By Joshua Benton
Eagle-eyed visitors to the Texas Education Agency’s Web site may have noticed a recent change.
The state’s standardized test is no longer just the TAKS. It’s the TAKS(tm).
Trademarking its flagship test is the state’s first step toward turning it into a commodity, sellable to schools in other states. It cost millions for Texas to develop the TAKS, or Texas Assessment of Knowledge and Skills ? now it wants to recoup some of that money.
“We are taking a more aggressive approach to protecting our intellectual property,” said Debbie Graves Ratcliffe, an agency spokeswoman.
For several years, the agency has put old versions of TAKS and its predecessor, the Texas Assessment of Academic Skills, or TAAS, on its Web site, where they’re available for easy download. A teacher in another state could simply print a copy of the TAAS and use it.
In December, Manuel Rodriguez, superintendent of public schools in Roswell, N.M., did just that.

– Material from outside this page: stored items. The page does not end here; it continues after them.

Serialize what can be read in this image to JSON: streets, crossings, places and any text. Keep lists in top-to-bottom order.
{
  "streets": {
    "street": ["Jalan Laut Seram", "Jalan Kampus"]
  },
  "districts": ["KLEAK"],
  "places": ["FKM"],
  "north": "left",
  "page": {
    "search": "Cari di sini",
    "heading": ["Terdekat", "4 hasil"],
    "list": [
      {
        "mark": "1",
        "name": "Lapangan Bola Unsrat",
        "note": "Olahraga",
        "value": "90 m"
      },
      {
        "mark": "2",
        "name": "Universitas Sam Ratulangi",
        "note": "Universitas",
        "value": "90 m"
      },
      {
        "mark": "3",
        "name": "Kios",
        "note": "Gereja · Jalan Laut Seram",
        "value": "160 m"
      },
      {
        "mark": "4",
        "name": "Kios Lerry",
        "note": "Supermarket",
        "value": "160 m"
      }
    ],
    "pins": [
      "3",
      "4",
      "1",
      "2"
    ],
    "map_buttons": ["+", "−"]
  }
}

He was looking for a new way to see how his district’s 9,300 students were performing. An Odessa native who used to work in the Houston schools, Dr. Rodriguez was familiar with the TAAS. So his schools downloaded tests from the TEA Web site and gave them to students.
“We wanted an external benchmark to compare our kids against,” he said.
But a Roswell resident tipped off TEA, which sent its lawyers after Dr. Rodriguez. They told him he was violating the state’s copyright. He agreed not to give the TAAS again.
Dr. Rodriguez argued that he’d done nothing wrong, because the only restriction listed on the TEA Web site when he visited it was a ban on using the TAAS for “commercial purposes.” But that changed when new language went up on the site this month.
State policy still allows Texas public schools to use the TAKS and TAAS without restriction. But private companies in Texas ? and anyone out of state, public or private ? must get written approval from TEA before using or republishing any portion of the tests. That approval “may involve the payment of a licensing fee or a royalty fee,” the Web site says.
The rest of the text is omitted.